Personal data protection regulations emphasize minimizing data processing, and therefore, if a specific purpose (in this case, tracking people for statistical purposes to prevent and model life and health threats) can be achieved without the processing of personal data, the provider is obliged to refrain from doing so.

In this context, however, it should be added that the European Data Protection Board (EDPB) said in its Statement on the processing of personal data in the context of the COVID-19 outbreak that when it is not possible to process only anonymous mobile location data, the member states should seek to introduce legislative measures to process non-anonymized location data to safeguard public security.
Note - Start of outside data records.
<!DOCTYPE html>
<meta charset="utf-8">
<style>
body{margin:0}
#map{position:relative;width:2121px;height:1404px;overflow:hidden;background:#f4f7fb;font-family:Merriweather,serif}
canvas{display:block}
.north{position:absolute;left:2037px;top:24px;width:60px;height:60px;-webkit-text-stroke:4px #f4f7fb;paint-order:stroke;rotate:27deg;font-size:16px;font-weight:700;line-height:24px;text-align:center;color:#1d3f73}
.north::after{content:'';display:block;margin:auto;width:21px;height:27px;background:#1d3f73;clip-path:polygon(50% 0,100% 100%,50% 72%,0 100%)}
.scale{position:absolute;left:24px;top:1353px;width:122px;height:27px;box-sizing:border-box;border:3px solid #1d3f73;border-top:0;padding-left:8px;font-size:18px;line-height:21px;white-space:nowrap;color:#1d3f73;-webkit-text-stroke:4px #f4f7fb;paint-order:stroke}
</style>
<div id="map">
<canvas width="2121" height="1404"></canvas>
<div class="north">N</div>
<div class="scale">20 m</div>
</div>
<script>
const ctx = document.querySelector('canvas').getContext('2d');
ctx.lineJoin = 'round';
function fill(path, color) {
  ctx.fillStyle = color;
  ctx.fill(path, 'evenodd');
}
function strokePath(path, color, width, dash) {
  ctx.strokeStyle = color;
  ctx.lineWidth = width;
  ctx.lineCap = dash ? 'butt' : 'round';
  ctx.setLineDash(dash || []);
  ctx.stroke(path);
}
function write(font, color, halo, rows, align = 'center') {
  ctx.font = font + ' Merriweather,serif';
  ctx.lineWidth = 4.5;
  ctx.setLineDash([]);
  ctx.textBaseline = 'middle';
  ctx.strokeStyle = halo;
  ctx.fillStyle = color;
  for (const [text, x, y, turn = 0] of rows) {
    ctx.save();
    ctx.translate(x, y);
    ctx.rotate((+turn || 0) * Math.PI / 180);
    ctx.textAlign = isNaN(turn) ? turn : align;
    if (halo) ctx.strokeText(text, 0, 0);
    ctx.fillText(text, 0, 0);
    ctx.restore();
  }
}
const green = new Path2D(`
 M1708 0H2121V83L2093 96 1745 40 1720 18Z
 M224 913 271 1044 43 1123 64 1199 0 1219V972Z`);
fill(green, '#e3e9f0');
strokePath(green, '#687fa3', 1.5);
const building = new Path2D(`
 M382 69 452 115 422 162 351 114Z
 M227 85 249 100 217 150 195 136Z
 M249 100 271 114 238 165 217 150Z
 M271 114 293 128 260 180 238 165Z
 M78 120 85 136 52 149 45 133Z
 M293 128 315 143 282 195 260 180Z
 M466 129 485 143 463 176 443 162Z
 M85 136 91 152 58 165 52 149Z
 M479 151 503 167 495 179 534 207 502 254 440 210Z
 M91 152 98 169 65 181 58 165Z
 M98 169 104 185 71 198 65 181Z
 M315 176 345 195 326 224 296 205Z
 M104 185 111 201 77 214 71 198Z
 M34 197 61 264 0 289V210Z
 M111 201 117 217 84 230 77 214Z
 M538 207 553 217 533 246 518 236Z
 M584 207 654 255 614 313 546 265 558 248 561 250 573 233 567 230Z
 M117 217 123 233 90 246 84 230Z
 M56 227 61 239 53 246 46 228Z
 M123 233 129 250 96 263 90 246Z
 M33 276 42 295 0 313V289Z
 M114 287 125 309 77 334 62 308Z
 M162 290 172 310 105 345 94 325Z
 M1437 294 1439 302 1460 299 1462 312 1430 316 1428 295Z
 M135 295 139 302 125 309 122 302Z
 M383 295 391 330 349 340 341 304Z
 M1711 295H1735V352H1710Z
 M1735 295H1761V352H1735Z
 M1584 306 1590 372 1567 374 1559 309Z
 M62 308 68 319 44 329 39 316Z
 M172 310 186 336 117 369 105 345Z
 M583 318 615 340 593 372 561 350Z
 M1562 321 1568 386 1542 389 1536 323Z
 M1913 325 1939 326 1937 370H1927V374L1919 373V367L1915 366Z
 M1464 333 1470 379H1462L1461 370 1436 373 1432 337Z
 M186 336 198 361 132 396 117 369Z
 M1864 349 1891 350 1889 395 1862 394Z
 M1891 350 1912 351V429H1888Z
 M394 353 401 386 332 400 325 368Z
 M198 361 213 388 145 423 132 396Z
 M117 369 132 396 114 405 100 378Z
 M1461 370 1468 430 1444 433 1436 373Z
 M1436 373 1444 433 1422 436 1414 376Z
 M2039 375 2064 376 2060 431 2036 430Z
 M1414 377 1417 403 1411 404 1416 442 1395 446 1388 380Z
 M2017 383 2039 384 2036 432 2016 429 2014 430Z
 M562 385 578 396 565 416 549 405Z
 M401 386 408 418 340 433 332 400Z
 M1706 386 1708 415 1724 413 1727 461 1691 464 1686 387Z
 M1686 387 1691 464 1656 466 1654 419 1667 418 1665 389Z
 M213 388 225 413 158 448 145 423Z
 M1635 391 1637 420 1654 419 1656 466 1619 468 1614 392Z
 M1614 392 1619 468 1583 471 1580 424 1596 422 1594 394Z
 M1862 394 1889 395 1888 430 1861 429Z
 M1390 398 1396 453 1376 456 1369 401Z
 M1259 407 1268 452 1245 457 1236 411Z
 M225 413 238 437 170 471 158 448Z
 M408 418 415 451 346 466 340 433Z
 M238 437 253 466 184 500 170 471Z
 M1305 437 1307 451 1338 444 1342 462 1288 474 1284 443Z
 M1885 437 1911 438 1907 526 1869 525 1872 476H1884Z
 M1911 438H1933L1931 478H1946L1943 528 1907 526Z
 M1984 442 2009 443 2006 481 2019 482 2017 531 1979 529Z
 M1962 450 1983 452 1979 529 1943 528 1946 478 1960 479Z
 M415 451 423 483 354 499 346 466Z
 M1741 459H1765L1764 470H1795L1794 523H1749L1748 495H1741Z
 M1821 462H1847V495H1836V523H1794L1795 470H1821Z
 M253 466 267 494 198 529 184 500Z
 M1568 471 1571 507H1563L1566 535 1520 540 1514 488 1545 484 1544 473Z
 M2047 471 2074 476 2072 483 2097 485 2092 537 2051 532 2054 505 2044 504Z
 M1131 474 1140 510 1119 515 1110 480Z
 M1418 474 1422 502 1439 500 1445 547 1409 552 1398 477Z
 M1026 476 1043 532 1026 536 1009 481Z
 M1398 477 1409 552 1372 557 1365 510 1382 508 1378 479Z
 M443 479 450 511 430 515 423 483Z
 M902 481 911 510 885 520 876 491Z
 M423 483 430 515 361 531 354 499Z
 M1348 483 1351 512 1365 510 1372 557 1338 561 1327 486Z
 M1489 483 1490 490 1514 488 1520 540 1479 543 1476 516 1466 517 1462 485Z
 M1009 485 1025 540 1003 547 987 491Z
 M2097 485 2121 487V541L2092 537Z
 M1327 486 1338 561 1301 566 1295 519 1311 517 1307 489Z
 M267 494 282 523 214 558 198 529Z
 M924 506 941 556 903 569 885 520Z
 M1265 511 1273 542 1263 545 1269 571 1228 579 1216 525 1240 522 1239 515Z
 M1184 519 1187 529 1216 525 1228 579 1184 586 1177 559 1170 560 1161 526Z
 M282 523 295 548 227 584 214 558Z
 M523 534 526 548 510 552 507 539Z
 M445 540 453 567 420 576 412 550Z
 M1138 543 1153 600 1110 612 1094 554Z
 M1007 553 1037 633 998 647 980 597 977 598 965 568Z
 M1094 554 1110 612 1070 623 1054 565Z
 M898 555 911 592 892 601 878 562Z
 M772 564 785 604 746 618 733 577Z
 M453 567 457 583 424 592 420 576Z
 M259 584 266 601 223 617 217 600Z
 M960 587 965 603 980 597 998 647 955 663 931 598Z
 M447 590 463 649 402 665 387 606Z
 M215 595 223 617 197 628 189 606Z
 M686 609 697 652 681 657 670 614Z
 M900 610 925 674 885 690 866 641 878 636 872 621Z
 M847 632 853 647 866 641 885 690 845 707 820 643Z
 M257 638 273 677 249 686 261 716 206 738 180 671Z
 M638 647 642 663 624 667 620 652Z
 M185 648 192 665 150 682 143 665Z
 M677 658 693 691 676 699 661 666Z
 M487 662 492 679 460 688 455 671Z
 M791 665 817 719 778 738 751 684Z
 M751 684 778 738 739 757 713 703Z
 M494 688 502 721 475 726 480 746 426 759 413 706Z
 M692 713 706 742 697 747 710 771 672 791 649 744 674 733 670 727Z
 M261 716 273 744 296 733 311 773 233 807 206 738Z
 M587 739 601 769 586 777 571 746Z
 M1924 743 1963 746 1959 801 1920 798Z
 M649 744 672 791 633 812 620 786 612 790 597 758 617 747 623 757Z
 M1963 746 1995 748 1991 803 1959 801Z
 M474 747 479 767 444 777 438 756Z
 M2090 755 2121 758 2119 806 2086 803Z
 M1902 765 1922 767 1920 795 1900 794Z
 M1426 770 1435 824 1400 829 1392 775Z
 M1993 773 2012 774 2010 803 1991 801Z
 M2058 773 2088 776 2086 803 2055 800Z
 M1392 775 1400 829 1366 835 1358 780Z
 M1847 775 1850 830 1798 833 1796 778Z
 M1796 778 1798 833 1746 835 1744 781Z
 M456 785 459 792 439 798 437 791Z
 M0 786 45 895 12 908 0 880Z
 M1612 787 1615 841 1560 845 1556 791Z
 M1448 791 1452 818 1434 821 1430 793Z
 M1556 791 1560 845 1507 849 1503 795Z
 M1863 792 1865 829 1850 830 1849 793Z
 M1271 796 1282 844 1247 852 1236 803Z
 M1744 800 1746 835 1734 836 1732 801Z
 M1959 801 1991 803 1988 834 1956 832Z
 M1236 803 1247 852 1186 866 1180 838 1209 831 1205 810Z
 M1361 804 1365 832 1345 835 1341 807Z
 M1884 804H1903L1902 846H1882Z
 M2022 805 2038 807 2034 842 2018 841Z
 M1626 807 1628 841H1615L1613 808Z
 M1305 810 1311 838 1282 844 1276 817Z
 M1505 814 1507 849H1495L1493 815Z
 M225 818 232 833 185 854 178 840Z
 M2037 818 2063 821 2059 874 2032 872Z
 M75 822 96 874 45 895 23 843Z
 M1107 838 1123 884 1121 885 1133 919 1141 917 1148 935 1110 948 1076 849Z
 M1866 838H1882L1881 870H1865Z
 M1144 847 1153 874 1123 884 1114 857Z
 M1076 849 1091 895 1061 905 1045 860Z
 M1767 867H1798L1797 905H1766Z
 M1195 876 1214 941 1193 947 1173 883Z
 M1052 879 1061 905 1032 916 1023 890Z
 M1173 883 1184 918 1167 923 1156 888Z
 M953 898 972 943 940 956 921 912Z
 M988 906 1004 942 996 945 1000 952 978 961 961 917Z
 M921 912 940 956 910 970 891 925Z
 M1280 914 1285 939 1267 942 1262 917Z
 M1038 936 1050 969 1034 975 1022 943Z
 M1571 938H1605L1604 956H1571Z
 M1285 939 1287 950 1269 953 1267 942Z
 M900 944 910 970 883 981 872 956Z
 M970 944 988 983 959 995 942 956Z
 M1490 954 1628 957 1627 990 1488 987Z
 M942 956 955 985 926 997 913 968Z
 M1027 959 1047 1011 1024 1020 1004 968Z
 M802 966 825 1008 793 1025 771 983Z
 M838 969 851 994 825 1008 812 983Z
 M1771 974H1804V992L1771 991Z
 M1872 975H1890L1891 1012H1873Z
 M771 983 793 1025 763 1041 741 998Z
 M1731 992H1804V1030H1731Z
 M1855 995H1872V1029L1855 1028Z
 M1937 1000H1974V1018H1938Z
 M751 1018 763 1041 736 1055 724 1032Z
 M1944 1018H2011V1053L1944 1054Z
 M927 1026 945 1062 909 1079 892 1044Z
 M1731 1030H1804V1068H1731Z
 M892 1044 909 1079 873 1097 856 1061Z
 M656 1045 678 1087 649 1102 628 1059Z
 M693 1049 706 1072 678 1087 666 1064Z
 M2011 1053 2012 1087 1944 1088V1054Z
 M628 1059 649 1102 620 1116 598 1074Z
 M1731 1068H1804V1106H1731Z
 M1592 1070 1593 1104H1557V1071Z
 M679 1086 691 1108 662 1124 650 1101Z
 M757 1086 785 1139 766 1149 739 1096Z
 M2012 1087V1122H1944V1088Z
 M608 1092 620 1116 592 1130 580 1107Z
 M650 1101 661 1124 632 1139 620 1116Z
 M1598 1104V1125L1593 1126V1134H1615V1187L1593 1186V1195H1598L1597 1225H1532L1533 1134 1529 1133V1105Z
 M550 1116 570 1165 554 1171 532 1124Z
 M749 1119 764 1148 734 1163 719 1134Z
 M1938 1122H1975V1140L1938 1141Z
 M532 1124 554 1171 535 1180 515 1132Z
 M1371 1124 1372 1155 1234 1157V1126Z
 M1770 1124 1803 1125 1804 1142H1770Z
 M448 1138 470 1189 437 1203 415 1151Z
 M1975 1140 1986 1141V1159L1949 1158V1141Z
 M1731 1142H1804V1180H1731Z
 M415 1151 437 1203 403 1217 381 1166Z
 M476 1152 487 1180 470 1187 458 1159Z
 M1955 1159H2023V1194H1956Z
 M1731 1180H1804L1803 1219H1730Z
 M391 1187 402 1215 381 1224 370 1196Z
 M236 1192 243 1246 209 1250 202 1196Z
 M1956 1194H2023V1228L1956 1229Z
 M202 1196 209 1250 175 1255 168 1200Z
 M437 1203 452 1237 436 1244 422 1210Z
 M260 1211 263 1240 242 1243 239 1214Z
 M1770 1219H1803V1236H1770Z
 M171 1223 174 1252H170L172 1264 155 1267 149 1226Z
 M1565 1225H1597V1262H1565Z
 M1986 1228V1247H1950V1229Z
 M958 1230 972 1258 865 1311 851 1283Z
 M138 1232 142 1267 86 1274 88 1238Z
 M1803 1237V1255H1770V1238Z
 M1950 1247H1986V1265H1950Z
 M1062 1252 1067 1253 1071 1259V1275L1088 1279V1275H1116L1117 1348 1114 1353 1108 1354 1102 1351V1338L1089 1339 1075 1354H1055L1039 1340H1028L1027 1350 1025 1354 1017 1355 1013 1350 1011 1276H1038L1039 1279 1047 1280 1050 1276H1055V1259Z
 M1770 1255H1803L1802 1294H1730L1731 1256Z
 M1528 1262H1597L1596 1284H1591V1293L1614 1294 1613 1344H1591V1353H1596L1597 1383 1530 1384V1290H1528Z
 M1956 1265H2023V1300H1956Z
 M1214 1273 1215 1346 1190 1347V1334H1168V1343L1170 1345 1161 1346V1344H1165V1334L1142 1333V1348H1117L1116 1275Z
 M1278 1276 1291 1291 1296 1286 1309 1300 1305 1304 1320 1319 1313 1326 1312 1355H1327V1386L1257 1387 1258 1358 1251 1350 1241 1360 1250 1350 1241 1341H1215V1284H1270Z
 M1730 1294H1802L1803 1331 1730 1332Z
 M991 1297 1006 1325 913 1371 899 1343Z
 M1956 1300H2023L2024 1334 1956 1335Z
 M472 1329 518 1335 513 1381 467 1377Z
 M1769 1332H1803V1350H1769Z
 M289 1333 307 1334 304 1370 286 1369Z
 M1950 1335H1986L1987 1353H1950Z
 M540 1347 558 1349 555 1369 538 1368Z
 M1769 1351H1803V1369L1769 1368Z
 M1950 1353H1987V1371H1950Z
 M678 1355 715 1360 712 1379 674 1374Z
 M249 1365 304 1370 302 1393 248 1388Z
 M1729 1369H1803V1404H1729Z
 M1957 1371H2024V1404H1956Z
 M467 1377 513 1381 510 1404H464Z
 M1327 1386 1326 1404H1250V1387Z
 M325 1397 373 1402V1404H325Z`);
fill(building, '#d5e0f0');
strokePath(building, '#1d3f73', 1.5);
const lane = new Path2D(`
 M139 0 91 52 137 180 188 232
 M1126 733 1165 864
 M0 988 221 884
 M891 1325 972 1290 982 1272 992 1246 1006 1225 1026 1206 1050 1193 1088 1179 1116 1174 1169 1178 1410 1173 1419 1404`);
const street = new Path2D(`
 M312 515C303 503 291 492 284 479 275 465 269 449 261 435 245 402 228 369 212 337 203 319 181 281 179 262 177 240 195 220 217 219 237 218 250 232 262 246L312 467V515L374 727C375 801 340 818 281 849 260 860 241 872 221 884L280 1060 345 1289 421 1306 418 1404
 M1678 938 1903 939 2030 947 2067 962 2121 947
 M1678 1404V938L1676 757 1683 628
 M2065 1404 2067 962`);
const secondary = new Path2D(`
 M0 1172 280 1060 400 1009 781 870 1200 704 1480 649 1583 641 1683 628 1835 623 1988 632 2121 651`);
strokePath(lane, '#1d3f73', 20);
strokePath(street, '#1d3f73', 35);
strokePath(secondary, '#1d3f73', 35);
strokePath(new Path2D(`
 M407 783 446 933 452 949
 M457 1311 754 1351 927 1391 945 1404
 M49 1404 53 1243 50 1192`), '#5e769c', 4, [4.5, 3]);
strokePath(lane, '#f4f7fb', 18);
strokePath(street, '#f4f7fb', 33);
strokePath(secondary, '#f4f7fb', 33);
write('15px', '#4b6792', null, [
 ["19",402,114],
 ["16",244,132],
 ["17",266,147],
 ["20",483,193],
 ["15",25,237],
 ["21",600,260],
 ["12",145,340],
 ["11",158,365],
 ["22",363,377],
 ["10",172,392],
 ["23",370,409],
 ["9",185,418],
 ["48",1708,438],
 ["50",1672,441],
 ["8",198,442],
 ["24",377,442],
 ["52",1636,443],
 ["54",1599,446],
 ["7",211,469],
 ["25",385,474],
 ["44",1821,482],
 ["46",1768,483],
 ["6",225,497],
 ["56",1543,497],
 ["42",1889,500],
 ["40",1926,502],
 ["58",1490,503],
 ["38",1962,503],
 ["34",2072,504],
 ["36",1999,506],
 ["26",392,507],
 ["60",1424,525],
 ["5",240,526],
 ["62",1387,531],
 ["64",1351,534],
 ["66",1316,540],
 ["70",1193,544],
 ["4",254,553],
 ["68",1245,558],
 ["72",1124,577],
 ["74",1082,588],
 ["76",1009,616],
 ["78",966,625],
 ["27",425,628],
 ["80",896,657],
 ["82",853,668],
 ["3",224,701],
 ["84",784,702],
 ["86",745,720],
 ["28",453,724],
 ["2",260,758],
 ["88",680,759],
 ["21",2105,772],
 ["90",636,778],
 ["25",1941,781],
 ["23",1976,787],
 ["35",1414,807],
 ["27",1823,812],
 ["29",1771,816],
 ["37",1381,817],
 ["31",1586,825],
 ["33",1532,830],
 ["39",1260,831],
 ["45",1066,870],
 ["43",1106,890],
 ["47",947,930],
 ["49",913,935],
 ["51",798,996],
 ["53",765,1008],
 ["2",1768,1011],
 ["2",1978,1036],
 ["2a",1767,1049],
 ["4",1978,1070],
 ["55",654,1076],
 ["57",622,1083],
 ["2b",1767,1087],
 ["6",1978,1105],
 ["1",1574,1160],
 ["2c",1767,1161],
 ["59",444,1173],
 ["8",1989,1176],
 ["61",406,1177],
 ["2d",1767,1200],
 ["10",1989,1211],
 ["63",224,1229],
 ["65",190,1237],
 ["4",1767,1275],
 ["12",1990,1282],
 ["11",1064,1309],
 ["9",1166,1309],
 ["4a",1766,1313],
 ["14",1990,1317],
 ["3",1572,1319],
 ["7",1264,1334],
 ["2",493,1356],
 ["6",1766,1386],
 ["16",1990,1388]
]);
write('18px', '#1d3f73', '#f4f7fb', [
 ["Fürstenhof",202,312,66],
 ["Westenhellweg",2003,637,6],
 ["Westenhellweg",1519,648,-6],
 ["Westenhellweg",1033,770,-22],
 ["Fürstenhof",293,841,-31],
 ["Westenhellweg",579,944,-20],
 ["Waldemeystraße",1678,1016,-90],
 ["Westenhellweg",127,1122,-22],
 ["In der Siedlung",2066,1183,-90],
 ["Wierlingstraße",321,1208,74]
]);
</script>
In the case of monitoring specific people to see whether they are complying with a quarantine, or to send SMS messages to persons infected with the virus, the personal identification and localization data of these persons will be processed. It is for this purpose that the new Act on certain emergency measures in relation to the spread of COVID-19 (mentioned above) and the general principles and rules for the protection of personal data will apply. According to these, the Public Health Authority is required to ensure that the processing of personal data takes place transparently, only for the specific necessary purpose, and within the necessary scope of material and time. 

The EDPB has conveyed that European data protection rules should not hinder measures taken in the fight against the coronavirus pandemic because it is in the interest of humanity to curb the spread of diseases including the use of available technologies. However, the EDPB underlined that, even in these exceptional times, the data controller and processor must ensure the protection of the personal data, and any action taken by the member states in this context, it must respect general legal principles and must not be irreversible. 

If the state adheres to privacy and personal data protection rules, people will not have to worry that their personal data will be misused for purposes other than protecting public health in relation to the COVID-19 outbreak.